VII

Natalie Wieliczka was saying, “We’re going to have to have at least one sizeable hospital in each city of over a hundred thousand, and at least a clinic in the smaller towns.”

Michael Dean looked at her wryly. He was seated at a heavy desk, littered with reports, graphs and receipts and was dressed in the colorful silks and furs of the highest class Genoese; he looked nothing so much as the middle years Henry the Eighth.

He grumbled, “Why come to me? I’m not the treasurer of this continent. Approach the governments involved. So you’ve got to the point where you need more hospitals. Fine, let them stick a new tax on the peasantry to finance them.”

Natalie said patiently, though wearily, “You know better than that, Mike. Taxes are leveled on wealth, not poverty.”

Mike Dean snorted. He was fond of Natalie Wieliczka, as everybody from the Pedagogue was fond of her, but of late she had been getting under his skin with her everlasting nagging for funds. He snorted. “Tell that to the peasants and the slums in town.”

“That the poor don’t pay taxes?” She raised her eyebrows. “They go through the motions, perhaps, but it’s an optical illusion. The powers that be—such as yourself—would like the poor to think that taxes were a big issue they had to be concerned about. Get them all steamed up worrying about taxes, so that their real troubles will be ignored.”

“You sound like a rabble rouser,” Mike Dean chuckled.

But she went on, doggedly. “Suppose it’s possible for a peasant or unskilled laborer, to get by on fifty crowns a day. Fine, you pay him one hundred crowns, and then tax him fifty. He thinks he’s paying taxes and gets all in a dither about their magnitude, but in actuality if taxes went up another ten crowns a day, you boys in the saddle would have to raise his pay. If his cost of living fell off, the governments you keep in power would undoubtedly raise his taxes to that extent.

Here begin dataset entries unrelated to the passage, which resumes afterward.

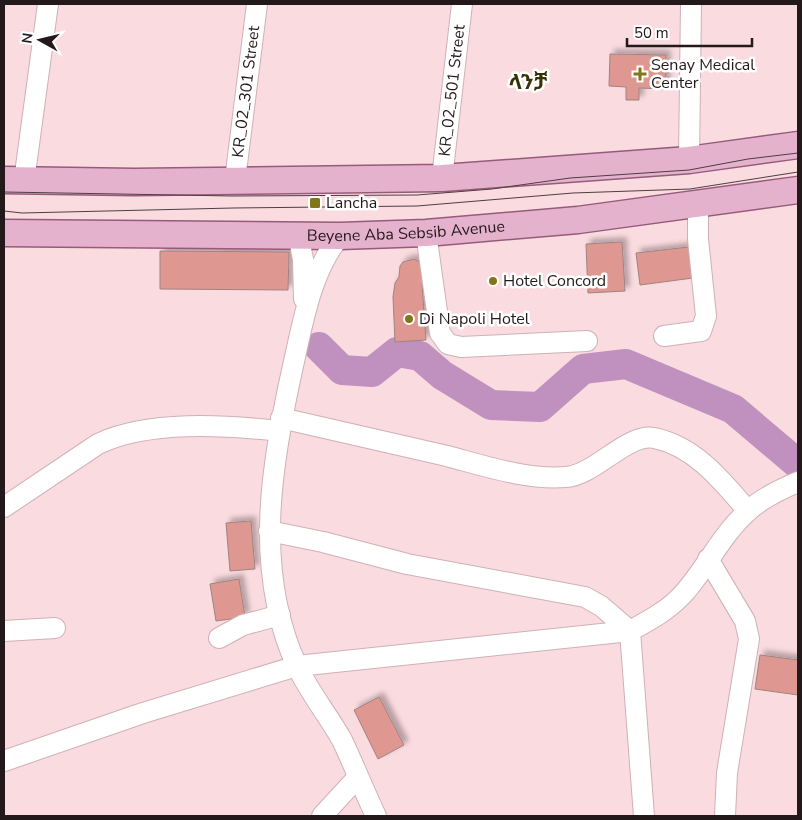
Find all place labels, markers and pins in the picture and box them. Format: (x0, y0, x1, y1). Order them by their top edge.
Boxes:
place label: Senay Medical Center (651, 54, 755, 94)
marker: Senay Medical Center (633, 67, 647, 81)
place label: Lancha (326, 192, 377, 214)
marker: Lancha (308, 196, 322, 210)
place label: Hotel Concord (503, 270, 606, 292)
marker: Hotel Concord (487, 275, 499, 287)
place label: Di Napoli Hotel (419, 308, 530, 330)
marker: Di Napoli Hotel (403, 313, 415, 325)

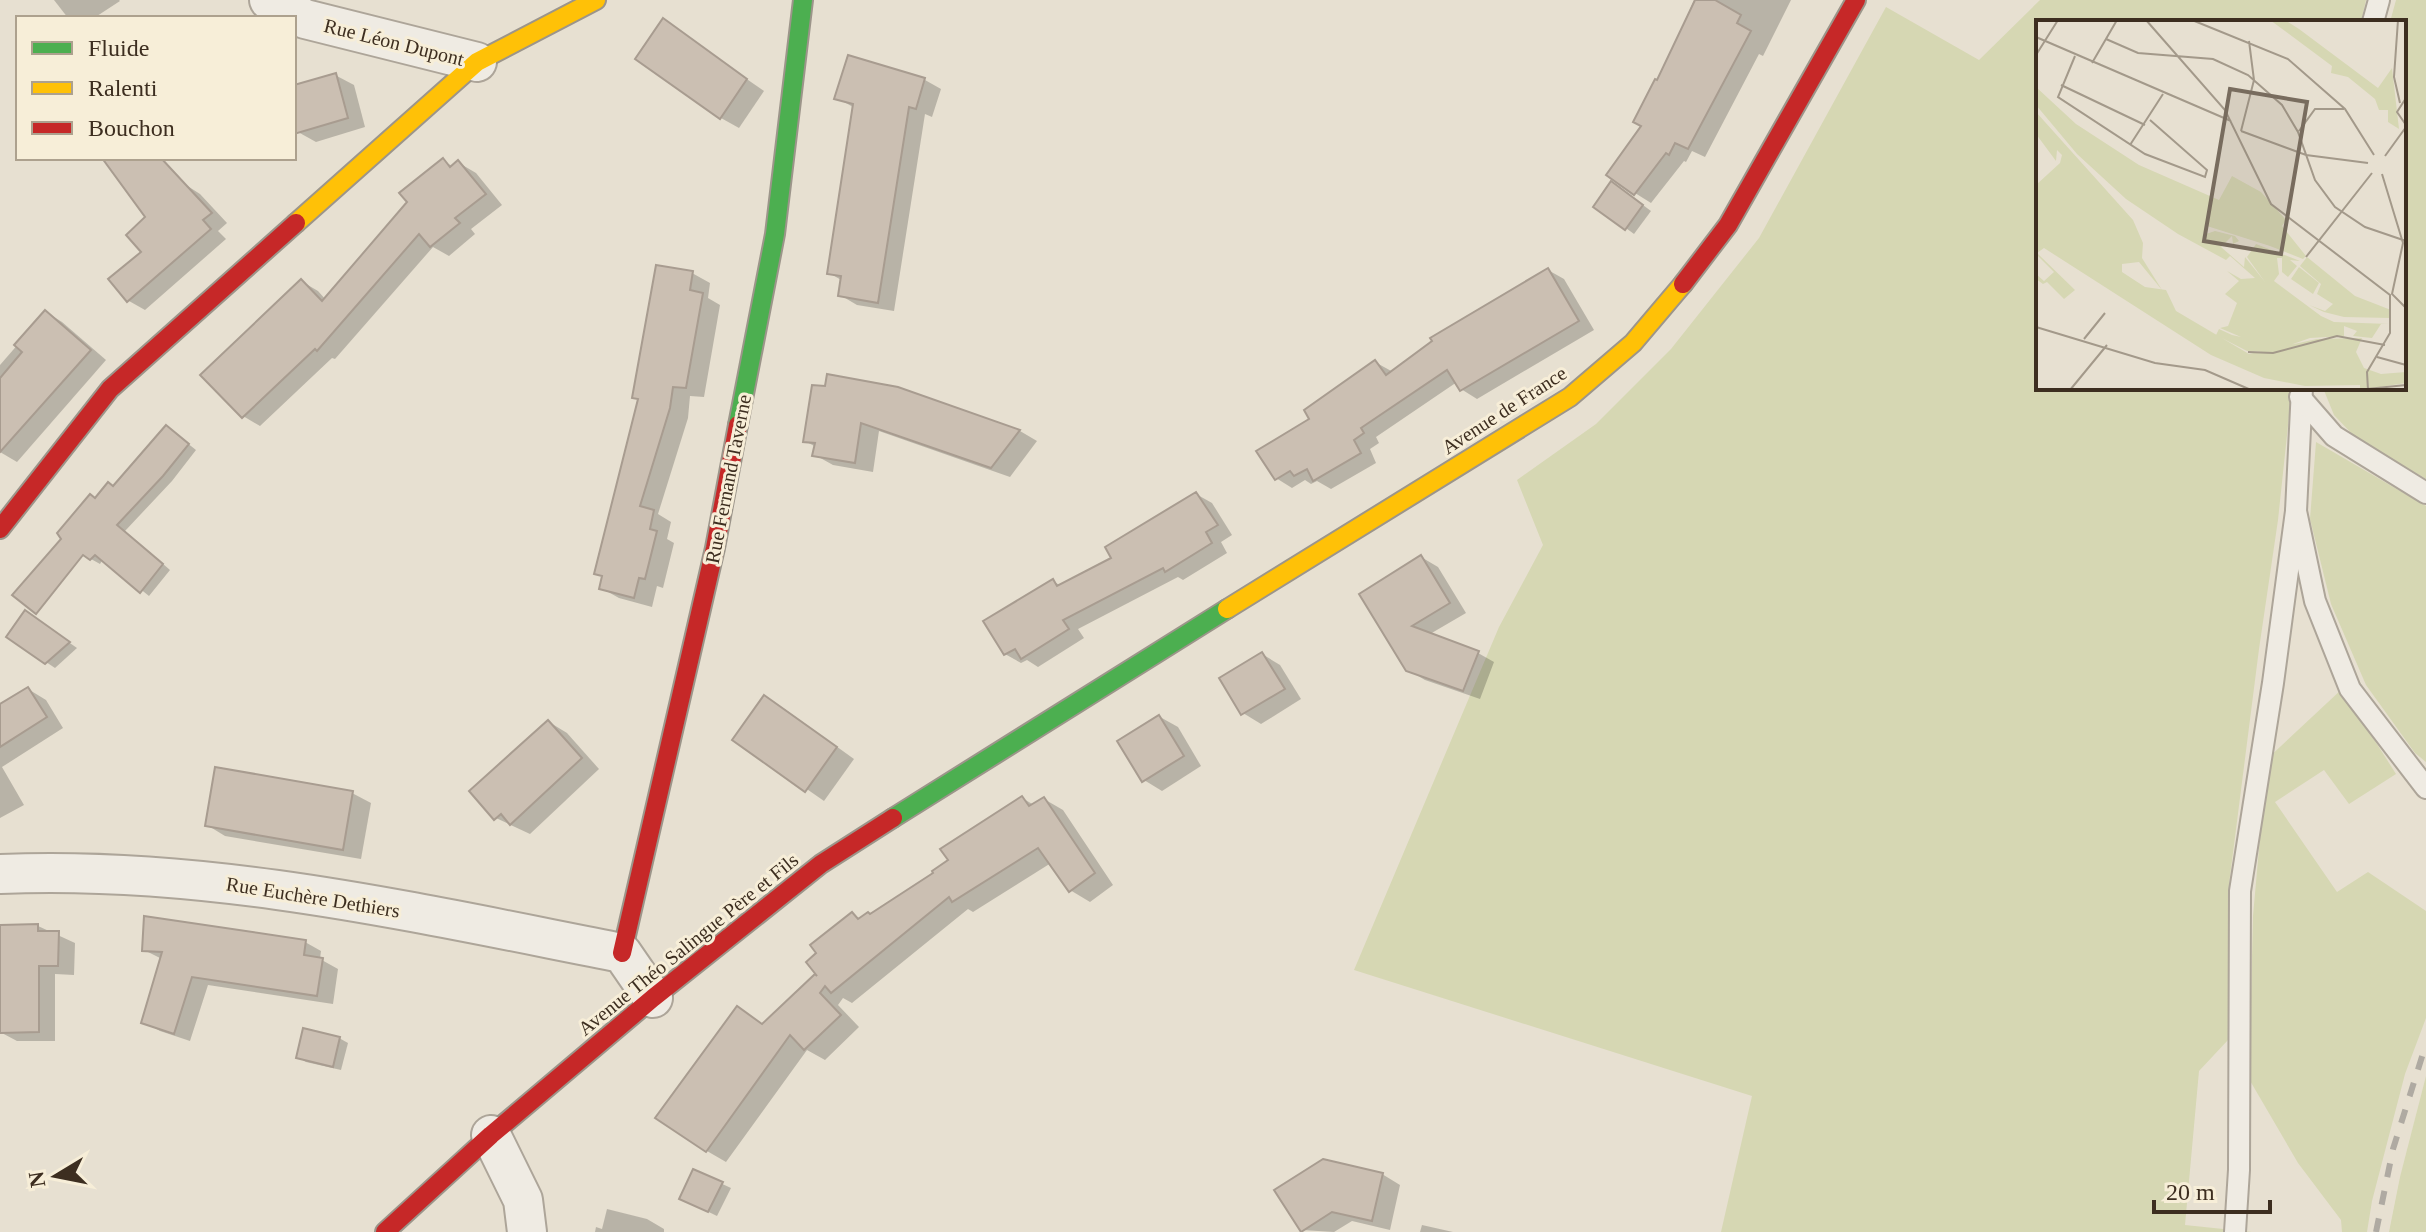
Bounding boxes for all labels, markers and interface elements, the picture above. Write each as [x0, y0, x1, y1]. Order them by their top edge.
street label: Rue Léon Dupont [322, 14, 467, 71]
legend [16, 16, 296, 160]
inset map [2036, 20, 2406, 390]
text: Fluide [88, 35, 149, 61]
text: Ralenti [88, 75, 158, 101]
text: Bouchon [88, 115, 175, 141]
street label: Avenue de France [1438, 361, 1570, 458]
street label: Rue Fernand Taverne [701, 393, 755, 565]
street label: Avenue Théo Salingue Père et Fils [574, 848, 803, 1040]
street label: Rue Euchère Dethiers [225, 872, 402, 922]
north arrow [16, 1136, 96, 1216]
scale bar [2154, 1164, 2270, 1214]
text: N [23, 1169, 50, 1189]
text: 20 m [2166, 1179, 2215, 1205]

On an average, he gets a living wage, just enough to get by on, no more, no less, so taxes don’t really interest him.”

Mike Dean said dryly, “Save me your economics, Natalie. The fact of the matter is, Lou and I are in no position to finance a project as big as you’re talking about. We over-expanded, especially in textiles. Introducing the cotton gin was fine but things got steam rolling and before we knew it, we started producing cloth twice as fast as we can sell it. Everybody on this continent, who can afford a wardrobe, has a closet full of clothes.”

Natalie said impatiently, “Introduce fashion.”

“What?” He scowled at her.

She said, “I was joking, I suppose. But I’m surprised you haven’t already. Between you and Amschel Mayer, you’ve introduced just about every other gimmick that…”

“Wait a minute,” Dean said. “How do you mean, introduce fashion?”

“Fashion, fashion. Styles. So every woman on this continent has already got a closet full of clothes your textile products? Fine. Switch styles on them, drop the hemline five inches. Play it up in your publications. Have some of the big name theatrical people wear them. Introduce some fashion magazines. Make them feel as though they’re underprivileged if they can’t get a complete new wardrobe of the new styles.”

Dean was staring at her. “Zen! I think you’re right!”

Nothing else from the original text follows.